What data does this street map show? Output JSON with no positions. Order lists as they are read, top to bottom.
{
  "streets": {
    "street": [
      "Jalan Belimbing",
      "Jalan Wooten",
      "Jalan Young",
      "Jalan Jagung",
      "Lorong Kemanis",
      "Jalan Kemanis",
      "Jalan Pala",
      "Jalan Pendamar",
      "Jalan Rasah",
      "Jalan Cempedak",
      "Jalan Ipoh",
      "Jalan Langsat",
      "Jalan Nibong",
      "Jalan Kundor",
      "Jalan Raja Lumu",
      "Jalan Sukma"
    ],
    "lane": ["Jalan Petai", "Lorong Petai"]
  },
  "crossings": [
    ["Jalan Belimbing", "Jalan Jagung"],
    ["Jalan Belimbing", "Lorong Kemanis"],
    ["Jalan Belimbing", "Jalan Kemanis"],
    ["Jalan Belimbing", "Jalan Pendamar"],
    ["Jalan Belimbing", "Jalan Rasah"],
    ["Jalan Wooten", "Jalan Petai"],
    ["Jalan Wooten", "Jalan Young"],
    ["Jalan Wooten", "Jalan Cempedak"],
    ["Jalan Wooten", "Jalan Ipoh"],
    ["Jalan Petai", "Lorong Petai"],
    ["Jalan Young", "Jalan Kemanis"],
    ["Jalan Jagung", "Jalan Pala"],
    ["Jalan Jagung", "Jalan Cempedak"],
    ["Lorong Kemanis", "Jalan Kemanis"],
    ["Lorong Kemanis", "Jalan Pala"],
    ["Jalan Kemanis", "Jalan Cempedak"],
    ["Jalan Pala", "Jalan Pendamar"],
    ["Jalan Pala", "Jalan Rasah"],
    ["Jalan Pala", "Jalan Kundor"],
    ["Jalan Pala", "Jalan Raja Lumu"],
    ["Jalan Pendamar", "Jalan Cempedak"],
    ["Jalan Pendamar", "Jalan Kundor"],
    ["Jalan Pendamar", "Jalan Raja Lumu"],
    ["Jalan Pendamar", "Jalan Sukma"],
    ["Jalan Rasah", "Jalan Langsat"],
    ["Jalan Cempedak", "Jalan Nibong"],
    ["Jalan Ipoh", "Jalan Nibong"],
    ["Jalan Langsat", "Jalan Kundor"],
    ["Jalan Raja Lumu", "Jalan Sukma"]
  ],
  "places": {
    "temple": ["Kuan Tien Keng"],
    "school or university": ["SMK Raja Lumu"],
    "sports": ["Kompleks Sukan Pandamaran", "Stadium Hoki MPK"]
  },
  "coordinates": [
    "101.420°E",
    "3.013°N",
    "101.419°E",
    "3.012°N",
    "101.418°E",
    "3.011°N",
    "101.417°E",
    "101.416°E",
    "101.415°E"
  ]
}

^^^^^^^^^^^^^^^^

» **Activity**: If a line in the records contains the word "Ipoh", copy it out.

» **Expected output**:
      "Jalan Ipoh",
    ["Jalan Wooten", "Jalan Ipoh"],
    ["Jalan Ipoh", "Jalan Nibong"],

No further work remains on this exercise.